Today in Science History – February 5 – Indiana Pi Law


Pi

On February 5, 1897, the Indiana General Assembly voted unanimously to pass a bill setting the value of π equal to 3.2. The bill actually dealt with issues behind an old geometrical puzzle involving squaring a circle. Is it possible to create a square with the same area as a circle in finite steps using only a compass and straightedge?

An Indiana amateur mathematician named Edwin Goodwin believed he had discovered the elusive solution to this problem. He approached his state representative, Taylor Record with an idea that would gain him recognition for his achievement, and help his home state out in the process. Record introduced bill #246:

A Bill for an act introducing a new mathematical truth and offered as a contribution to education to be used only by the State of Indiana free of cost by paying any royalties whatever on the same, provided it is accepted and adopted by the official action of the Legislature of 1897.

If Indiana would accept the validity of his work, Goodwin would allow the state to use his discovery in school textbooks free of charge, while the rest of the country would have to pay a royalty. The bill contained various mathematical steps to square the circle where one step involved the value of the ratio of the diameter and circumference (the definition of π) is as five-fourths to four, or 3.2.

Fortunately, this vote took place the same day the head of Perdue University’s Mathematics Department, Clarence Waldo was at the statehouse securing funds for the University’s budget. When he heard the assembly was discussing mathematics, he listened in and was amazed. He spent the rest of the day educating Indiana senators on geometry and properties of transcendental numbers. His lessons were effective enough that the bill died on the Senate floor on February 11.

Notable Science History Events for February 5

2015 – Val Logsdon Fitch died.

Fitch is an American nuclear physicist who shares the 1980 Nobel Prize in Physics with James Cronin for their discovery of symmetry violations in the decay of neutral K-mesons. Particle theory maintained that charge and parity would be maintained between a particle and its antiparticle. Cronin and Fitch discovered that for K-mesons, this relationship is not the same if the reaction is run in reverse.

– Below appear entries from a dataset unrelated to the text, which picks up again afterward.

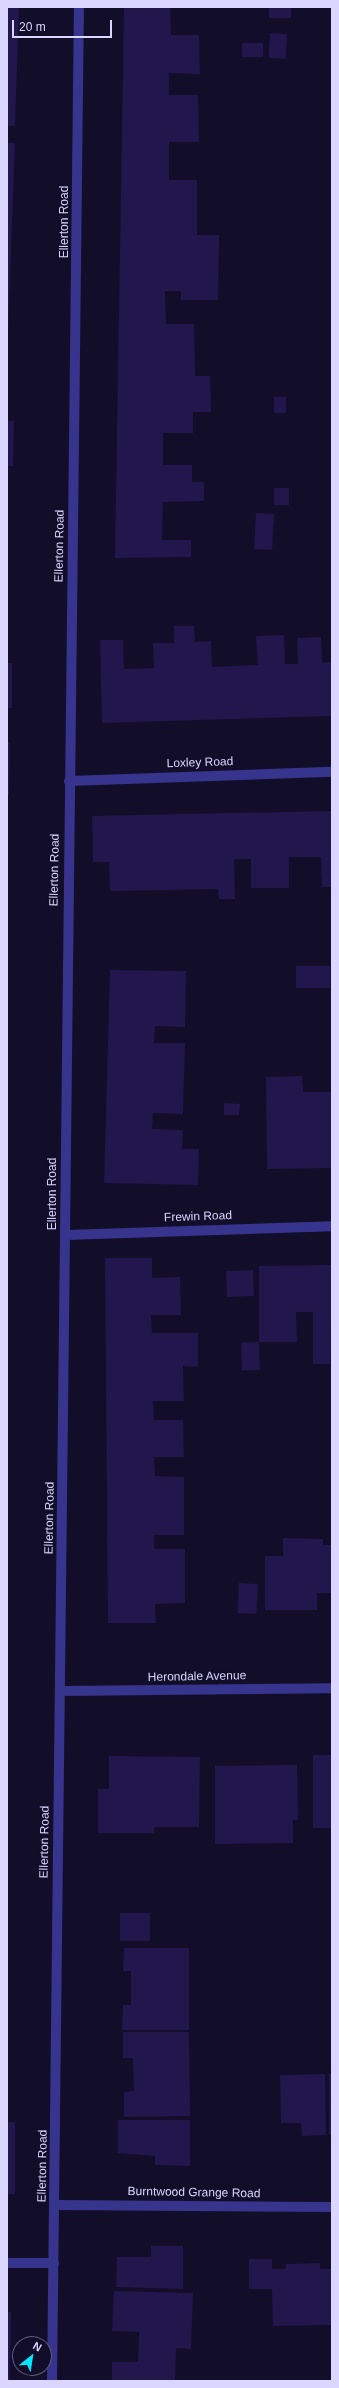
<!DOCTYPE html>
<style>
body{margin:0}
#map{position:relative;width:339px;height:2388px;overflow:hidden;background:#120d29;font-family:Arial,sans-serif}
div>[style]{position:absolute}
.building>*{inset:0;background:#22174c;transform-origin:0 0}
.street>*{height:10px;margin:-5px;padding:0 5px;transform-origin:5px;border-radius:5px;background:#37348d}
span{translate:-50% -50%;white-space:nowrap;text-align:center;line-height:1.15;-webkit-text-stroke:3.5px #120d29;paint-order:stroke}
.street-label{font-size:12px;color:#dad6ff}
.frame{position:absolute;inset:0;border:8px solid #dad6ff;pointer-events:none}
.north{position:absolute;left:12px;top:2336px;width:40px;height:40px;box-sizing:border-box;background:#120d29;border:1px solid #625d7f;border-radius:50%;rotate:30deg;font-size:11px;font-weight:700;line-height:16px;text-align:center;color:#dad6ff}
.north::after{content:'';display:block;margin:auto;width:14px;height:18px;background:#02e8ff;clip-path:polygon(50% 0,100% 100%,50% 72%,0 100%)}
.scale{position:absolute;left:12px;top:20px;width:100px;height:18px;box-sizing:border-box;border:2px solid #dad6ff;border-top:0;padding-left:5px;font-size:12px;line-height:14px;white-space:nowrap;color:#dad6ff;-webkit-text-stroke:3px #120d29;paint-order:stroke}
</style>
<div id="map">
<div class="building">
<i style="clip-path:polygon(7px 7px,19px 7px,15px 126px,7px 126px)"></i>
<i style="clip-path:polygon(124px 7px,170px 7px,171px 35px,199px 35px,200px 74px,169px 73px,169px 95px,198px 95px,199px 142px,169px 142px,169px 180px,197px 180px,197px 235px,219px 235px,218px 300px,181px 300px,181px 291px,165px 291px,166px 324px,194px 324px,195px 376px,210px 376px,211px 412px,193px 412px,193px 433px,163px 433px,163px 465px,192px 465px,192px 482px,204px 482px,204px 501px,163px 502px,162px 540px,191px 540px,191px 557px,115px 558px)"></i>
<i style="left:269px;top:7px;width:22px;height:11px"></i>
<i style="left:270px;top:33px;width:17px;height:25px;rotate:3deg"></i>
<i style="left:242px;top:43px;width:21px;height:14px"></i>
<i style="clip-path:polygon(7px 143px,15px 143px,8px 332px,7px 332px)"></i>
<i style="left:274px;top:397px;width:12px;height:16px"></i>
<i style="clip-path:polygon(7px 421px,14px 421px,13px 466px,7px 466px)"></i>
<i style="left:274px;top:488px;width:15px;height:17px"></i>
<i style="left:256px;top:513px;width:18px;height:36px;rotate:3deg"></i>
<i style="clip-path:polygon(174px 626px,194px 626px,195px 642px,211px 641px,212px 667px,258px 665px,256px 636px,284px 635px,285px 664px,298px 664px,297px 638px,321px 637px,322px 663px,332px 662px,332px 716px,102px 723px,100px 640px,123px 640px,124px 669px,154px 668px,153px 643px,174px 643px)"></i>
<i style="left:7px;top:663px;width:5px;height:45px"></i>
<i style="clip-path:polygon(7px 742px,10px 742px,9px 794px,7px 794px)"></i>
<i style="clip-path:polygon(332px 811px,332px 887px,322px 887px,321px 857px,289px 857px,289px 888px,251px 888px,251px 859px,234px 859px,235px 899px,219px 899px,218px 889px,110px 891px,109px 862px,93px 862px,92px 816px)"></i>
<i style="left:296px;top:966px;width:34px;height:22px"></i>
<i style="clip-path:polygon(110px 970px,186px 971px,185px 1027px,155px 1026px,154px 1043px,185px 1043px,183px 1114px,153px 1113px,152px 1129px,183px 1130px,182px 1149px,199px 1149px,198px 1185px,104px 1183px)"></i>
<i style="clip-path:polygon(302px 1076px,303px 1092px,332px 1092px,332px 1168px,267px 1169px,266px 1077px)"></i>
<i style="clip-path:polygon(224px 1103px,240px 1104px,239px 1115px,224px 1115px)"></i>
<i style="clip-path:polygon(105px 1258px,152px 1258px,152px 1278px,180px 1277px,181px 1315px,151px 1315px,152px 1333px,198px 1333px,198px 1367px,183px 1366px,184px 1401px,153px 1401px,154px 1420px,183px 1420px,184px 1457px,154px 1457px,155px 1476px,184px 1477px,184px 1535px,154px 1535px,154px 1549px,185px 1549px,185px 1603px,155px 1604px,156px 1623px,108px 1623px)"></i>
<i style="clip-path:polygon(332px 1265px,330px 1364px,313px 1364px,313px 1312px,296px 1312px,297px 1342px,259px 1342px,259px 1266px)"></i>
<i style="left:253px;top:1270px;width:26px;height:27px;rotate:88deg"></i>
<i style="left:259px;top:1342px;width:28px;height:18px;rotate:88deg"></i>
<i style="clip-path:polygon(283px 1538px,323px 1539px,323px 1545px,332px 1545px,332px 1593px,317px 1593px,317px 1610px,265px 1610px,265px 1556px,283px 1556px)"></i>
<i style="left:239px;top:1583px;width:19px;height:30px;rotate:3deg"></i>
<i style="left:313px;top:1755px;width:19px;height:73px"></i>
<i style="clip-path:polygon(109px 1756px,200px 1757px,199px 1827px,154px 1827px,154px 1833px,98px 1833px,98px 1789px,109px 1789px)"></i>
<i style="clip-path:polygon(297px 1765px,298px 1820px,293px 1820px,293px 1843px,215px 1844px,215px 1766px)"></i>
<i style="left:120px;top:1913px;width:30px;height:28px"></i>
<i style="clip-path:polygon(124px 1948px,189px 1948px,189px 2030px,122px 2030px,123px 2005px,131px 2005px,131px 1971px,123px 1971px)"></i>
<i style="clip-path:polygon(123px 2032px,189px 2032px,190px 2116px,124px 2117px,124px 2092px,134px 2091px,133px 2058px,123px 2058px)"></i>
<i style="clip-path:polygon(325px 2074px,326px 2135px,302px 2136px,301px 2123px,281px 2123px,280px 2075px)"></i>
<i style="left:329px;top:2074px;width:3px;height:61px"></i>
<i style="clip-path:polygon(118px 2120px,190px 2120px,190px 2166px,155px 2165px,155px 2156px,118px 2153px)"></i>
<i style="left:7px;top:2122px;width:8px;height:72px"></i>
<i style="clip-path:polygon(151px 2246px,183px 2246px,183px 2289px,116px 2287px,117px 2257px,151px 2257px)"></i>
<i style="clip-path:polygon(249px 2259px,272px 2259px,272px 2269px,286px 2269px,286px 2264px,320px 2263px,320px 2269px,332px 2269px,332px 2325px,273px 2326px,272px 2289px,249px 2289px)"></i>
<i style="clip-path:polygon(114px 2291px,193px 2293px,191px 2349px,176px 2348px,175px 2381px,112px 2381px,112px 2362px,138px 2362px,139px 2332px,112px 2331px)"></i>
<i style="clip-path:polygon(7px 2312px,11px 2312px,10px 2381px,7px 2381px)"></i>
</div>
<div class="street">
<i style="left:69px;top:781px;width:263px;rotate:-2deg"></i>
<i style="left:66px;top:1235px;width:266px;rotate:-1.9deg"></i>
<i style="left:61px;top:1691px;width:271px;rotate:-0.6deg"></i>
<i style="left:55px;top:2205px;width:277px;rotate:0.4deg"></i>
<i style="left:7px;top:2263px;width:47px"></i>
<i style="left:52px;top:2381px;width:2374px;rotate:-89.35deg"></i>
</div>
<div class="street-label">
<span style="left:65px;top:222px;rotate:-90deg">Ellerton Road</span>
<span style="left:60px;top:546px;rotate:-89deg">Ellerton Road</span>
<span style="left:200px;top:763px;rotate:-2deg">Loxley Road</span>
<span style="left:55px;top:870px;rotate:-89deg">Ellerton Road</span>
<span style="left:53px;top:1194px;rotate:-90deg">Ellerton Road</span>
<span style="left:198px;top:1217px;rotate:-2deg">Frewin Road</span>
<span style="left:50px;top:1518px;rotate:-89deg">Ellerton Road</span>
<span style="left:197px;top:1677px;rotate:-1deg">Herondale Avenue</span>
<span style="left:45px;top:1842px;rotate:-89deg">Ellerton Road</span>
<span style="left:43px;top:2166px;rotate:-89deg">Ellerton Road</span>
<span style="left:194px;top:2193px;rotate:1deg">Burntwood Grange Road</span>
</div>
<div class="frame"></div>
<div class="north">N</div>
<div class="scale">20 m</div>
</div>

1974 – Mariner 10 arrives at Venus.

Ultraviolet Venus by Mariner 10
Mariner 10’s ultraviolet view of Venus.
NASA

NASA’s Mariner 10 made its closest approach to Venus and sent back the first close-up images of the planet. Mariner’s flight path was set to use Venus’ gravity to slingshot towards it’s intended target of Mercury. Mariner 10 was the first spacecraft to use another planet’s gravity to accelerate to a new orbit. It passed within 3,600 miles of the surface of Venus, close enough to send back images and atmospheric data of the northern pole of Venus.

1963 – Barnum Brown died.

Barnum Brown
Barnum Brown (1872 – 1963)

Brown was an American fossil hunter who was the first to discover and collect the remains of a Tyrannosaurus rex. He was employed by the American Museum of Natural History to travel the country purchasing artifacts of scientific interest. His digs at Hell Creek, Montana produced several interesting fossils.

1915 – Robert Hofstadter was born.

Hofstadter was an American physicist who was awarded half the 1961 Nobel Prize in Physics for his studies of the structure of the nucleons using electron scattering. He discovered that both the proton and neutron have a positively charged core surrounded by a double cloud of pi-mesons. Both clouds are positively charged in the proton, but in the neutron, the inner cloud is negatively charged giving a net zero charge.

1914 – Alan Lloyd Hodgkin was born.

Hodgkin was a British biophysicist who shares the 1963 Nobel Prize in Medicine with John Eccles and Andrew Huxley for their research into nerve cells. They discovered the chemical processes that dictate the passage of impulses along nerve fibers.

1897 – State of Indiana votes to set π = 3.2.

1872 – Lafayette Benedict Mendel was born.

Lafayette Mendel
Lafayette Mendel (1872 – 1935)
Library of Congress

Mendel was an American biochemist who, together with Thomas B. Osborne discovered vitamins A and B, lysine and tryptophan and their role in nutrition. They also studied the toxin ricin from castor beans.